» TASK REQUIREMENTS: Find the lines below holding the word "webkit" and copy each of them.

Items from a data source:
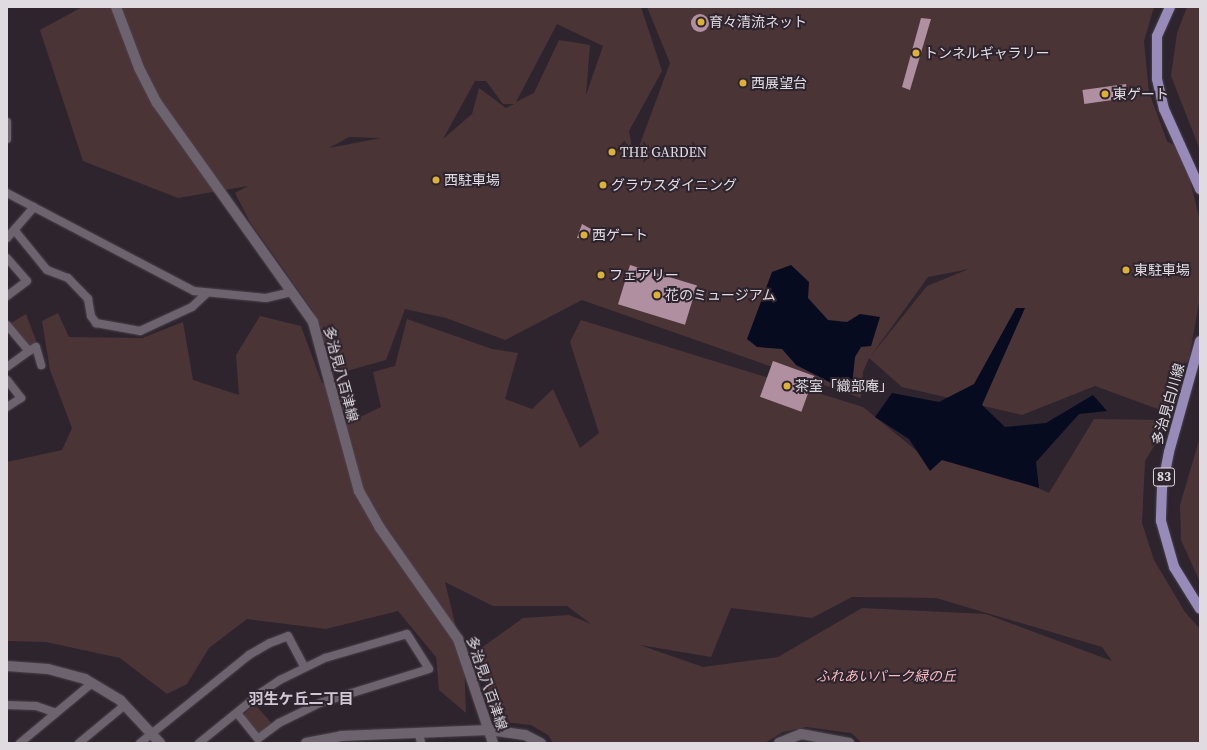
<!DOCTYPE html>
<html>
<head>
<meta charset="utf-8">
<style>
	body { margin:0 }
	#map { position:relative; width:1207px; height:750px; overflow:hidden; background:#2d242e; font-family:"Source Serif 4","Noto Sans JP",serif }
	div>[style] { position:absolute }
	.green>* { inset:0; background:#4b3436 }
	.water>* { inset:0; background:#060b20 }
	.building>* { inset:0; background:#b090a0; transform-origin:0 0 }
	.round { border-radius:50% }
	.roads { filter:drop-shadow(0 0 1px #4a424b) drop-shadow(0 0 1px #4a424b) }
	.street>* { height:8px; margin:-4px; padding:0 4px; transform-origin:4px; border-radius:4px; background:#6d636f }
	.secondary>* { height:10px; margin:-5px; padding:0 5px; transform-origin:5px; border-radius:5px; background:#6d636f }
	.primary>* { height:10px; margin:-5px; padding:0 5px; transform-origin:5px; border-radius:5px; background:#998bb9 }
	.dots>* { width:11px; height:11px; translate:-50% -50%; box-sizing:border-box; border:2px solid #2d242e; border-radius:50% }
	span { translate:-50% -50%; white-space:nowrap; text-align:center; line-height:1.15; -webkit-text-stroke:4px #2d242e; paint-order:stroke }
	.shield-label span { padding:1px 3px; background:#2d242e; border:1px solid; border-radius:3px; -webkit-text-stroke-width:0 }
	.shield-label { font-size:13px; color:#e0dae1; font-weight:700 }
	.poi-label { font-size:14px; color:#e0dae1 }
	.left { translate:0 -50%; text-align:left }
	.street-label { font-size:14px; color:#e0dae1 }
	.park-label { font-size:14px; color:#f8b9c0; font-style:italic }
	.neighbourhood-label { font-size:15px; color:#d2c7d5; font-weight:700 }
	.frame { position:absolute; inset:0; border:8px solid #e0dae1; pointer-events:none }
</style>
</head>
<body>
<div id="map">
	<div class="green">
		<div style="clip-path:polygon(evenodd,82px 7px,641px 7px,662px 71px,629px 131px,634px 160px,670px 63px,647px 7px,1154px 7px,1144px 41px,1149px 92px,1167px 141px,1175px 146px,1189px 176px,1200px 221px,1200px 297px,1189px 359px,1170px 384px,1175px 388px,1166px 412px,1095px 386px,1022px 415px,902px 387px,869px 358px,863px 372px,861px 398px,582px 300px,505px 340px,446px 318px,405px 309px,386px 360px,336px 374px,313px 311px,250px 222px,235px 193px,248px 186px,178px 198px,83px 161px,40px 30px,82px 7px,557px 24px,603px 46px,586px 95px,590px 45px,559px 40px,534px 93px,516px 102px,557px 24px,82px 7px,475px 81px,486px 81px,503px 104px,514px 104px,506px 108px,479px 88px,472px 114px,443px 139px,475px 81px,82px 7px,349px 137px,380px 138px,381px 138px,329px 148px,349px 137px,82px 7px,969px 269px,927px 286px,870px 357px,928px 277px,969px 269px)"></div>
		<div style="clip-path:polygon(1187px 7px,1200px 7px,1200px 150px,1171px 76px,1177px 33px)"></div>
		<div style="clip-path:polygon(evenodd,58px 313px,69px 337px,142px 338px,183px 322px,193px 380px,239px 395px,236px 355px,260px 316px,301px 326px,322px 383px,348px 380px,356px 419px,381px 407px,373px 372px,395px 366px,407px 319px,492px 349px,518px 353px,505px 399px,532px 409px,553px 389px,580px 448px,599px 433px,570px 342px,581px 320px,863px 407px,923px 456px,1002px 472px,1049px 493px,1094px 419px,1170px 420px,1145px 461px,1142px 523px,1154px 560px,1185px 612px,1200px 629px,1200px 743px,862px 743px,851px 733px,806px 727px,783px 732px,765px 743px,553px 743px,548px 735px,531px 725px,503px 722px,495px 715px,477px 651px,523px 618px,569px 615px,591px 624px,567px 606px,493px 606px,445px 582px,464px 661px,466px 713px,439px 690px,436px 657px,398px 611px,326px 629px,247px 619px,209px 648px,187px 684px,167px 694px,120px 658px,46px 642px,7px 641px,7px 462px,62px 450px,72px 428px,50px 370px,42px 321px,58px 313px,852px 597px,936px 598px,1102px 647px,1112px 661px,986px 614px,862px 608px,778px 657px,703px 667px,640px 645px,711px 657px,731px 608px,812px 618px,852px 597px)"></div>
		<div style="clip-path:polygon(26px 314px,37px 343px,31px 347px,11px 323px)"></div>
		<div style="clip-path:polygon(1200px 437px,1200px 582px,1181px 540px,1180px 505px)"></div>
		<div style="clip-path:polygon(255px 704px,272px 724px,261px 733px,255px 732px,242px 716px)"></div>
	</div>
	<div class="water">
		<div style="clip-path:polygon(791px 265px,809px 282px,808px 298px,828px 320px,847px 322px,860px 314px,880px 317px,871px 346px,861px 347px,855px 357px,852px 386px,845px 390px,796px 365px,782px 349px,757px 347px,747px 339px,772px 272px)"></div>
		<div style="clip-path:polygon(1016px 308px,1025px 308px,982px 405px,1005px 427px,1046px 423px,1093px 395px,1107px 411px,1079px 414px,1036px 462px,1039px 488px,942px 460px,930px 471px,909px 439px,875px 417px,892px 393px,939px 402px,974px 384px)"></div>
	</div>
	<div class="building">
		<div class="round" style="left:691px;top:14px;width:18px;height:18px"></div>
		<div style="clip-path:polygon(921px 18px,931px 19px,910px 90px,902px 87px)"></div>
		<div style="left:1126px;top:84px;width:14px;height:44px;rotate:82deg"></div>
		<div style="clip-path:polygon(582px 224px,591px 229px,588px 239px,577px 238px)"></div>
		<div style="left:630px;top:265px;width:70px;height:41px;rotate:17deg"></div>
		<div style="left:773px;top:361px;width:44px;height:38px;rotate:20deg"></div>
	</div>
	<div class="roads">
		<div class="street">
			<div style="left:7px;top:122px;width:17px;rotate:90deg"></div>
			<div style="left:7px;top:193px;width:211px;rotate:27.7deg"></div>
			<div style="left:194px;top:291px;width:72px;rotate:5.6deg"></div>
			<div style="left:266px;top:298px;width:27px;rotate:-13deg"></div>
			<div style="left:16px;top:232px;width:49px;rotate:50.8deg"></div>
			<div style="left:47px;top:270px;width:22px;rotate:21deg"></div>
			<div style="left:68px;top:278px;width:29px;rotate:46deg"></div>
			<div style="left:88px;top:299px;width:17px;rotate:80deg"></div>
			<div style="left:91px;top:316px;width:9px;rotate:54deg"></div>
			<div style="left:96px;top:323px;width:45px;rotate:10.3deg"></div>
			<div style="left:140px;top:331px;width:57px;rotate:-24.8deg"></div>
			<div style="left:192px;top:307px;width:19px;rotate:-43deg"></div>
			<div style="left:7px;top:238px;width:41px;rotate:-48.9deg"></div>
			<div style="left:7px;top:258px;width:30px;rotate:49deg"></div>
			<div style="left:27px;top:281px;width:25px;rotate:143deg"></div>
			<div style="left:7px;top:325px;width:34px;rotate:50deg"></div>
			<div style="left:29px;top:351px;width:27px;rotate:144deg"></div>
			<div style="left:29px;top:351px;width:8px;rotate:-30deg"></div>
			<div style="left:36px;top:347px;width:19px;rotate:74deg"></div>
			<div style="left:7px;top:380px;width:23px;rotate:52deg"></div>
			<div style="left:21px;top:398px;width:17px;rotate:147deg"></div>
			<div style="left:7px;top:705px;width:29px;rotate:2deg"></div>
			<div style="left:36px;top:706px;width:21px;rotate:19deg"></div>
			<div style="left:419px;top:734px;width:9px;rotate:77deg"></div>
			<div style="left:20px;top:743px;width:94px;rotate:-39.8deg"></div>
			<div style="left:79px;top:743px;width:60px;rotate:-39.6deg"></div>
			<div style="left:140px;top:743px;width:140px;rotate:-38.9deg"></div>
			<div style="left:249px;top:655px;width:24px;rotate:-30deg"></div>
			<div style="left:270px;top:643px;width:19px;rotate:-21deg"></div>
			<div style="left:288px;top:636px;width:34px;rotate:62deg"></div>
			<div style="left:199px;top:743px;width:81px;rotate:-39deg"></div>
			<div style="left:262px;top:692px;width:22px;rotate:-34deg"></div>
			<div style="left:280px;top:680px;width:50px;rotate:-26.1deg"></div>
			<div style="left:325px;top:658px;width:85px;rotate:-16.3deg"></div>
			<div style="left:407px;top:634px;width:41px;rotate:57.8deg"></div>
			<div style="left:429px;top:669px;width:114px;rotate:162.7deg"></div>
			<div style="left:320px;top:703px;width:46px;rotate:154deg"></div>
			<div style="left:279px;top:723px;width:26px;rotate:143deg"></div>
			<div style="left:258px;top:739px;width:33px;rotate:-129deg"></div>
		</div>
		<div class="secondary">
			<div style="left:116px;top:7px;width:65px;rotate:69.3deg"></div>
			<div style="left:139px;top:68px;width:39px;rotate:63deg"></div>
			<div style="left:157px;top:103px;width:269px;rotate:54.5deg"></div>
			<div style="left:313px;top:322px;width:175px;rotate:74.8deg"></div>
			<div style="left:359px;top:491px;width:43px;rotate:60.4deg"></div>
			<div style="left:380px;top:528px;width:136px;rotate:54.9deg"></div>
			<div style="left:458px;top:639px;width:110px;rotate:71.4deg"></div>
			<div style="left:7px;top:666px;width:41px;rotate:4.2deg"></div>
			<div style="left:48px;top:669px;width:38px;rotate:15deg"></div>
			<div style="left:85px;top:679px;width:41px;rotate:31deg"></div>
			<div style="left:120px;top:700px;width:59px;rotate:47.1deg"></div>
			<div style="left:306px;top:743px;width:36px;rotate:-11deg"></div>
			<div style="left:341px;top:736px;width:148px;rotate:-2.3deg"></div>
			<div style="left:489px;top:730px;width:36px;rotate:8deg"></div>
			<div style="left:525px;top:735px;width:18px;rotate:27deg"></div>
			<div style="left:779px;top:743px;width:24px;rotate:-22deg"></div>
			<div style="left:801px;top:734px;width:49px;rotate:10.6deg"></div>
		</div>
		<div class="primary">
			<div style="left:1170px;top:7px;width:32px;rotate:114deg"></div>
			<div style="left:1157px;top:36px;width:43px;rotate:90deg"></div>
			<div style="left:1157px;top:79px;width:31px;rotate:77deg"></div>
			<div style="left:1164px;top:109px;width:88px;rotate:65.8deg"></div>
			<div style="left:1200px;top:341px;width:115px;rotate:105.6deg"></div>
			<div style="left:1169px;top:452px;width:37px;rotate:101deg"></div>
			<div style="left:1162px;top:488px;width:33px;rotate:92deg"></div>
			<div style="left:1161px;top:521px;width:48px;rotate:74.2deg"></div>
			<div style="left:1174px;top:567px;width:49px;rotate:58.2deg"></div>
		</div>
	</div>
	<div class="dots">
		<div style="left:701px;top:22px;background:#ddb133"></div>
		<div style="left:916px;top:53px;background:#ddb133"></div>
		<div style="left:743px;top:83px;background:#ddb133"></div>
		<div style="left:1105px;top:94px;background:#ddb133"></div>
		<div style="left:612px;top:152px;background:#ddb133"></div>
		<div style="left:436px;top:180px;background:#ddb133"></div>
		<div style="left:603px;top:185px;background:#ddb133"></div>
		<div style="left:584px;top:235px;background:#ddb133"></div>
		<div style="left:1126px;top:270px;background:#ddb133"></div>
		<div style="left:601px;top:275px;background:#ddb133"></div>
		<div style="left:657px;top:295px;background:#ddb133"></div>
		<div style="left:787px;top:386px;background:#ddb133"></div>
	</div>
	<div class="shield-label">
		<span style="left:1164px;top:477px">83</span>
	</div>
	<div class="poi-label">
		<span class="left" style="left:709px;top:22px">育々清流ネット</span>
		<span class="left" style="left:924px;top:53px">トンネルギャラリー</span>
		<span class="left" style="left:751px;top:83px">西展望台</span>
		<span class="left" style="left:1113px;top:94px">東ゲート</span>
		<span class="left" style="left:620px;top:152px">THE GARDEN</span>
		<span class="left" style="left:444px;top:180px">西駐車場</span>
		<span class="left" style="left:611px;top:185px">グラウスダイニング</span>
		<span class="left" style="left:592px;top:235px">西ゲート</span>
		<span class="left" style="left:1134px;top:270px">東駐車場</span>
		<span class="left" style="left:609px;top:275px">フェアリー</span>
		<span class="left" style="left:665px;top:295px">花のミュージアム</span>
		<span class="left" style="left:795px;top:386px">茶室「織部庵」</span>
	</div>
	<div class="street-label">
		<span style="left:341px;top:374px;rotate:75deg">多治見八百津線</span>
		<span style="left:1168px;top:404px;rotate:-74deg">多治見白川線</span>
		<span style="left:487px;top:683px;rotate:71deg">多治見八百津線</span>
	</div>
	<div class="park-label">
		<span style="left:886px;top:676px">ふれあいパーク緑の丘</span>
	</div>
	<div class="neighbourhood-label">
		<span style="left:301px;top:699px">羽生ケ丘二丁目</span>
	</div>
	<div class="frame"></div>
</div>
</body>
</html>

» FINISHED EXERCISE:
	span { translate:-50% -50%; white-space:nowrap; text-align:center; line-height:1.15; -webkit-text-stroke:4px #2d242e; paint-order:stroke }
	.shield-label span { padding:1px 3px; background:#2d242e; border:1px solid; border-radius:3px; -webkit-text-stroke-width:0 }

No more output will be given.